Saguenay a annoncé qu’elle modifie sa procédure déposée en 2018 devant la Cour supérieure afin de réclamer 5,5 M $ pour non-respect d’entente et représentations erronées à l’homme d’affaires Paul Boivin dans le dossier de la vente des locaux du Carrefour Racine.

Saguenay réclame 5,5 M $ à Paul Boivin

Le dossier de la vente en 2013 des locaux du Carrefour Racine de Chicoutimi par Saguenay à l’homme d’affaires, Paul Boivin, a évolué alors que Saguenay a annoncé qu’elle modifie sa procédure déposée en 2018 devant la Cour supérieure afin de réclamer 5,5 M $ pour non-respect d’entente et représentations erronées.

Par voie de communiqué, Saguenay affirme qu’à la suite des conclusions d’experts en évaluation d’entreprise, juricomptabilité et évaluation de bâtiment, elle considère qu’elle est en droit de réclamer pas moins de 5,5 M $ de Paul Boivin et ses entreprises.

L’origine du litige remonte à mars 2013 alors que Paul Boivin, par l’entremise d’une société constituée à cette fin, achetait de la Ville de Saguenay pour 335 000 $ les locaux abritant le CLSC de Chicoutimi incluant un stationnement à étages de 100 espaces, un stationnement extérieur de 60 places et le terrain sur lequel était érigé l’ancien atelier Jones-Robert, sis au 421, rue de l’Hôtel-Dieu. Le projet présenté par Paul Boivin au comité exécutif de la Ville de Saguenay avant la vente prévoyait l’aménagement d’un hôtel-boutique dans les lieux occupés par le CLSC de Chicoutimi, la construction d’une nouvelle bâtisse pour relocaliser le CLSC sur le site de l’ancien atelier Jones-Robert et la rénovation du stationnement à étages de la rue Hôtel-Dieu.

La vente était conditionnelle à la réalisation d’un projet de 10 M $, à la création d’au moins 200 emplois et à la réalisation de travaux de démolition, de rénovation et la construction du stationnement à étages d’un minimum de 160 espaces. En contrepartie, une somme de 1 350 000 $ a été accordée par la Ville en réduction du prix de vente de l’immeuble.

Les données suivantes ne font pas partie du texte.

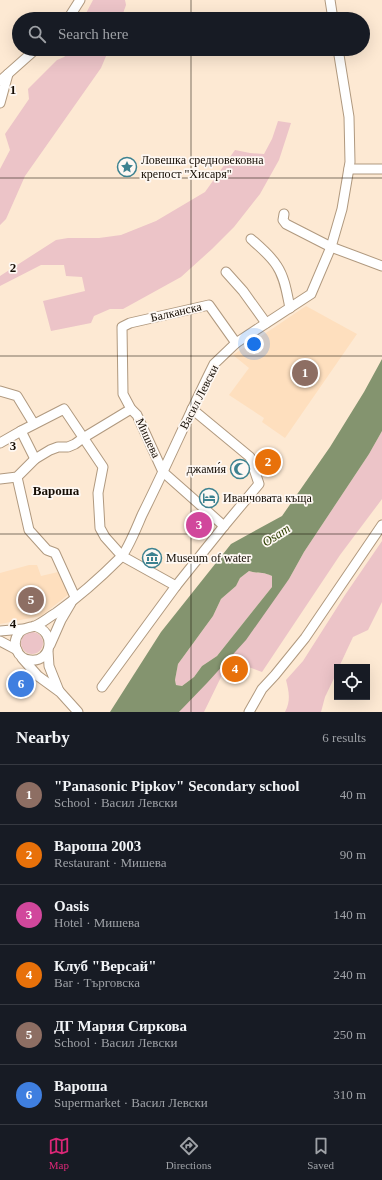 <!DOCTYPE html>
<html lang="en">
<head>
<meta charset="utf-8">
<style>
	body { margin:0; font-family:Georgia,serif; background:#242831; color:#f1f3f6 }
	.controls { position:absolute; right:12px; bottom:12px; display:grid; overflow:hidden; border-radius:0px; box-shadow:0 4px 16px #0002 }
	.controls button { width:36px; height:36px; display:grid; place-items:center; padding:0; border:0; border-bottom:1px solid #363941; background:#171b24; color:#f1f3f6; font:20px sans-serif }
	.you { position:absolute; left:254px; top:344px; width:14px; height:14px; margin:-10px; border:3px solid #fff; border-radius:50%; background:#1a73e8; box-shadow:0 0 0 6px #1a73e833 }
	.badge { display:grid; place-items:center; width:26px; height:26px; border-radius:50%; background:#db2777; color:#fff; font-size:13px; font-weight:700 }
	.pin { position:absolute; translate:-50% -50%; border:2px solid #fff; box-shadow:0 1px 4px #0006 }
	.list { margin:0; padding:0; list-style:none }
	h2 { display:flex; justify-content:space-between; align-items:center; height:52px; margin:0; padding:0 16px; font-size:17px }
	h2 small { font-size:13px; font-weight:400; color:#9ea1a6 }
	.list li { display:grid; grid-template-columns:26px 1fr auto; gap:12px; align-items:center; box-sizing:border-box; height:60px; padding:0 16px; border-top:1px solid #363941 }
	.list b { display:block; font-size:15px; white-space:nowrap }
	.list p { margin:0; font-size:13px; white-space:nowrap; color:#9ea1a6 }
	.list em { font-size:13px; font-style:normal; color:#9ea1a6 }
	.icon { flex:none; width:22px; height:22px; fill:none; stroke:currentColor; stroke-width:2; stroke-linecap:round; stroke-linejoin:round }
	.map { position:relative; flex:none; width:382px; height:712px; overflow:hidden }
	.search { position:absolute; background:#171b24; box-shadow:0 4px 16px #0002; left:12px; right:12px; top:12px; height:44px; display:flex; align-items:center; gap:10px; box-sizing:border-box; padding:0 14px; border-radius:22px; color:#9ea1a6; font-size:15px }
	.sheet { height:412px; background:#171b24 }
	nav { display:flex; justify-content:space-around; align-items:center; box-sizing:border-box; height:56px; border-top:1px solid #363941; background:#171b24; font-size:11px; color:#9ea1a6 }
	nav a { display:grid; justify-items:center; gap:2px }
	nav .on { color:#db2777 }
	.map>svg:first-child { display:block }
</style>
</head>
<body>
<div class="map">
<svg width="382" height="712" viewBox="0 0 382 712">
	<rect width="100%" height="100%" fill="#fde9d3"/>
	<!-- built -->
	<g fill="#fedfbe">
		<polygon points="306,306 357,334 285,438 262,422 264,418 229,395 249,368 233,355"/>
		<polygon points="29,565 37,565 41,576 58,572 69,594 41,616 0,624 0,573"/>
	</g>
	<!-- green -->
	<g fill="#ecc4c8">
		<polygon points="93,0 125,0 126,5 121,19 83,19"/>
		<polygon points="74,49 109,49 101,68 25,176 6,219 0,225 0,169 10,150 5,134 29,99 28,89 57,60 64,57"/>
		<polygon points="278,121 291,123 279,160 260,194 234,227 212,249 181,277 123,309 110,309 94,316 91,323 51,331 43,301 85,291 82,277 66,276 64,265 41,265 0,286 0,276 56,240 68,238 99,238 121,235 156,221 205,192 235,150 250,153 264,154 272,139"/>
		<polygon points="382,431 382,499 340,555 262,672 246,666 222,675 204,712 179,712 289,579 304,552 369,454"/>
		<path d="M 382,541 L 382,602 L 368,630 L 353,637 L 339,667 L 337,667 L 337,672 L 325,697 L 321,712 L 285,712 C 291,701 289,692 286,680 L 303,661 L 345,595 Z"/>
		<path d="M 249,571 C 258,574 263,571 272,576 L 272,587 L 217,656 L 202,666 L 194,677 L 182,686 L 176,685 L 175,680 L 178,664 L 213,616 L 221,599 L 236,586 L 240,578 Z"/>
		<circle cx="32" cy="643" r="11"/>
	</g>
	<!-- water -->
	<path fill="#84946f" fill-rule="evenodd" d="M 382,359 L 382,431 L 369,454 L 304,552 L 289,579 L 246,640 L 207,683 L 179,712 L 110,712 L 161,632 L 231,544 L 282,516 L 330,447 L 364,392 ZM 249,571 C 258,574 262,571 272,576 L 272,587 L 217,656 L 202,666 L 194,677 L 182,686 L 176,685 L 175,680 L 178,664 L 213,616 L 221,599 L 236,586 L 240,578 Z"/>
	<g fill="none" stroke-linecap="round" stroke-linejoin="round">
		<!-- minor casing -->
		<g stroke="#b0997f" stroke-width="11">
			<g id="minor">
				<polyline points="330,0 333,19"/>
				<polyline points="68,19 80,0"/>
				<polyline points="0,81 36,49"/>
				<polyline points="0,103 8,74"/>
				<polyline points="349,169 382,169"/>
				<polyline points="284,214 283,220 286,224 331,247 382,266"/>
				<path d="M 251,239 C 260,247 271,256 277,266 C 285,278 287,294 290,308"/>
				<polyline points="226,272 243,291 266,323"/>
				<polyline points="0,391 17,396 34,424"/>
				<polyline points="21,431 35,459"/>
				<polyline points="0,443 21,431 64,409 103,467 98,493 100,528 105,537 122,556 176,586"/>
				<polyline points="17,477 29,530 47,550 55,553 75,597"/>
				<polyline points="0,479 17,477 35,459 50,450 58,447 68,447 75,444 83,438 131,409"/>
				<polyline points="224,526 163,472 137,415 131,409 123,394 122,327 130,323 209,305 236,343"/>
				<path d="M 34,626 C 57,631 52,663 30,660 C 17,659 11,643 19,633 C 24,627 29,628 35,626 C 42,623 49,617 56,613 C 77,598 102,576 120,558 C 127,552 138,524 142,515 C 167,465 189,414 214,364 L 236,343 L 311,294 L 331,247 L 342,209 L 350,162 L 349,117 L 338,49"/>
				<polyline points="0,631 23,629"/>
				<polyline points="0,641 17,650"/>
				<polyline points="50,645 61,620 71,603"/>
				<polyline points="48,651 49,666 59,691"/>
				<polyline points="22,658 38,676 60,692 78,712"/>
				<polyline points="102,687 176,586 224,526 259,484 250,457 192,409"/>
				<polyline points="249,712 262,689 275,675 305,638 382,525"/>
			</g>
		</g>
		<!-- minor -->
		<use href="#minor" stroke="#fff" stroke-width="9"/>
	</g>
	<!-- grid -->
	<path fill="none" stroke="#160e05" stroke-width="1" stroke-opacity="0.55" d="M 191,0 L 191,19M 191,49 L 191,712M 0,178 L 382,178M 0,356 L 382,356M 0,534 L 382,534"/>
	<!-- icons -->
	<defs>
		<g id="sight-ring" transform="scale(1)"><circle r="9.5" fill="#fef8f3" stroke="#3d8290" stroke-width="1.5"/><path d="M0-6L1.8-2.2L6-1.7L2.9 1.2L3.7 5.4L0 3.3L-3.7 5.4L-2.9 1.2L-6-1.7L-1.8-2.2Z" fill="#3d8290"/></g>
		<g id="mosque-ring" transform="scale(1)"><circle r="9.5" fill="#fef8f3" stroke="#3d8290" stroke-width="1.5"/><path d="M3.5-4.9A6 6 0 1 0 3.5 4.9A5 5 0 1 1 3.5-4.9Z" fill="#3d8290"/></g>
		<g id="hotel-ring" transform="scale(1)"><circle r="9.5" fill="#fef8f3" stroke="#3d8290" stroke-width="1.5"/><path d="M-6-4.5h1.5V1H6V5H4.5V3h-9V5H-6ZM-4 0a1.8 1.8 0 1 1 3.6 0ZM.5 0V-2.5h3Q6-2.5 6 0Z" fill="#3d8290"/></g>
		<g id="museum-ring" transform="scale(1)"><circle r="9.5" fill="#fef8f3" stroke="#3d8290" stroke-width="1.5"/><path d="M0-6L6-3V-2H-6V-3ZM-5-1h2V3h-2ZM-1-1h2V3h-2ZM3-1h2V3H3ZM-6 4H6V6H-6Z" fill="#3d8290"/></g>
	</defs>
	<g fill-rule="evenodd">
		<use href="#sight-ring" x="127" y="167"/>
		<use href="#mosque-ring" x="240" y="469"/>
		<use href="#hotel-ring" x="209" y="498"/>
		<use href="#museum-ring" x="152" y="558"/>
	</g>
	<g text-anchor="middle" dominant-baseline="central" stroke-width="3.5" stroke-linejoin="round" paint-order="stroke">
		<!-- poi labels -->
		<g font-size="12" fill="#160e05" stroke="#fef8f3" text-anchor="start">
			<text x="141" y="160">Ловешка средновековна<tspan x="141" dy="14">крепост "Хисаря"</tspan></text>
			<text x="226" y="469" text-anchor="end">джами́я</text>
			<text x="223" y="498">Иванчовата къща</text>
			<text x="166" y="558">Museum of water</text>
		</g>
		<!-- street labels -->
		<g font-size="12" fill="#160e05" stroke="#fef8f3">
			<text transform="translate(176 312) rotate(-13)">Балканска</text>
			<text transform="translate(199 397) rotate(-63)">Васил Левски</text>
			<text transform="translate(148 438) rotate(65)">Мишева</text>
		</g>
		<!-- neighbourhood labels -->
		<g font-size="13" font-weight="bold" fill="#160e05" stroke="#fef8f3">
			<text x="56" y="490">Вароша</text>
		</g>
		<!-- water labels -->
		<g font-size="13" font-style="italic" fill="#2d4001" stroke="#fef8f3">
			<text transform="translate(276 535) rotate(-33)">Osam</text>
		</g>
	</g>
	<g font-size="13" text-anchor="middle" font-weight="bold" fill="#160e05" stroke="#fef8f3" stroke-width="3.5" stroke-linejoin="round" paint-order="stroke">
		<text x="13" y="94">1</text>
		<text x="13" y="272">2</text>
		<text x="13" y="450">3</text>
		<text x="13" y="628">4</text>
	</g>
</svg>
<div class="controls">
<button><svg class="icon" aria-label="locate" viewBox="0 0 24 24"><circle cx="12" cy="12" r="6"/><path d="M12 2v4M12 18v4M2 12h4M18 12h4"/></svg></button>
</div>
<div class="you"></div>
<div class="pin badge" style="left:305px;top:373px;background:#8d6e63">1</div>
<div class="pin badge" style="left:268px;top:462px;background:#e8710a">2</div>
<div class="pin badge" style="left:199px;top:525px;background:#d1479c">3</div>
<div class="pin badge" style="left:235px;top:669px;background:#e8710a">4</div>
<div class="pin badge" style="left:31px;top:600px;background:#8d6e63">5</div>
<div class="pin badge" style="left:21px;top:684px;background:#3f7fe0">6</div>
<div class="search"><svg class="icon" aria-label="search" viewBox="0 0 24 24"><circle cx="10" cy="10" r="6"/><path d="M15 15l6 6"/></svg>Search here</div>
</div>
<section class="sheet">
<h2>Nearby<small>6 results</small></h2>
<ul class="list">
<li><span class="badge" style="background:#8d6e63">1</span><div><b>&quot;Panasonic Pipkov&quot; Secondary school</b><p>School · Васил Левски</p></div><em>40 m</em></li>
<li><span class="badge" style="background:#e8710a">2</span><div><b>Вароша 2003</b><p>Restaurant · Мишева</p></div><em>90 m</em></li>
<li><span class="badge" style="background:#d1479c">3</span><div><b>Oasis</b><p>Hotel · Мишева</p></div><em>140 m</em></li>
<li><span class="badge" style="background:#e8710a">4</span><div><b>Клуб &quot;Версай&quot;</b><p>Bar · Търговска</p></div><em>240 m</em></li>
<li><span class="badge" style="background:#8d6e63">5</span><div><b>ДГ Мария Сиркова</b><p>School · Васил Левски</p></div><em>250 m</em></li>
<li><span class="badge" style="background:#3f7fe0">6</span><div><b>Вароша</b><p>Supermarket · Васил Левски</p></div><em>310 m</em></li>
</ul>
</section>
<nav>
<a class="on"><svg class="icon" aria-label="map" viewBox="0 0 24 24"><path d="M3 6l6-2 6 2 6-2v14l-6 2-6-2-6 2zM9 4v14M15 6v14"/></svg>Map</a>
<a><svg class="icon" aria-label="directions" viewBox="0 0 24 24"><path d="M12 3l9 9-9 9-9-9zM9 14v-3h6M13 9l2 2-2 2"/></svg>Directions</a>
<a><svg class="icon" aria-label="saved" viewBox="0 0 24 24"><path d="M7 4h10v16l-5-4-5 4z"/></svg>Saved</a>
</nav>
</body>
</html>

Selon les allégations de Saguenay, M. Boivin n’a entrepris aucune démarche pour réaliser ses engagements dans les délais convenus, justifiant ainsi la Ville de Saguenay d’entreprendre, en 2018, des recours. Aux termes de sa demande en justice modifiée, la Ville de Saguenay allègue que M. Bovin et ses entreprises ont « fait preuve de négligence et de mauvaise foi » et que les représentations faites par M. Boivin en relation avec le projet présenté au comité exécutif « se sont avérées erronées et frauduleuses des faits ».

La Ville réclame en dommages et intérêts 3,6 M $ représentant la juste valeur marchande de l’immeuble, 1 350 000 $ en pertes de revenus de taxation, 270 000 $ en perte d’utilisation de stationnements et le reste en frais légaux.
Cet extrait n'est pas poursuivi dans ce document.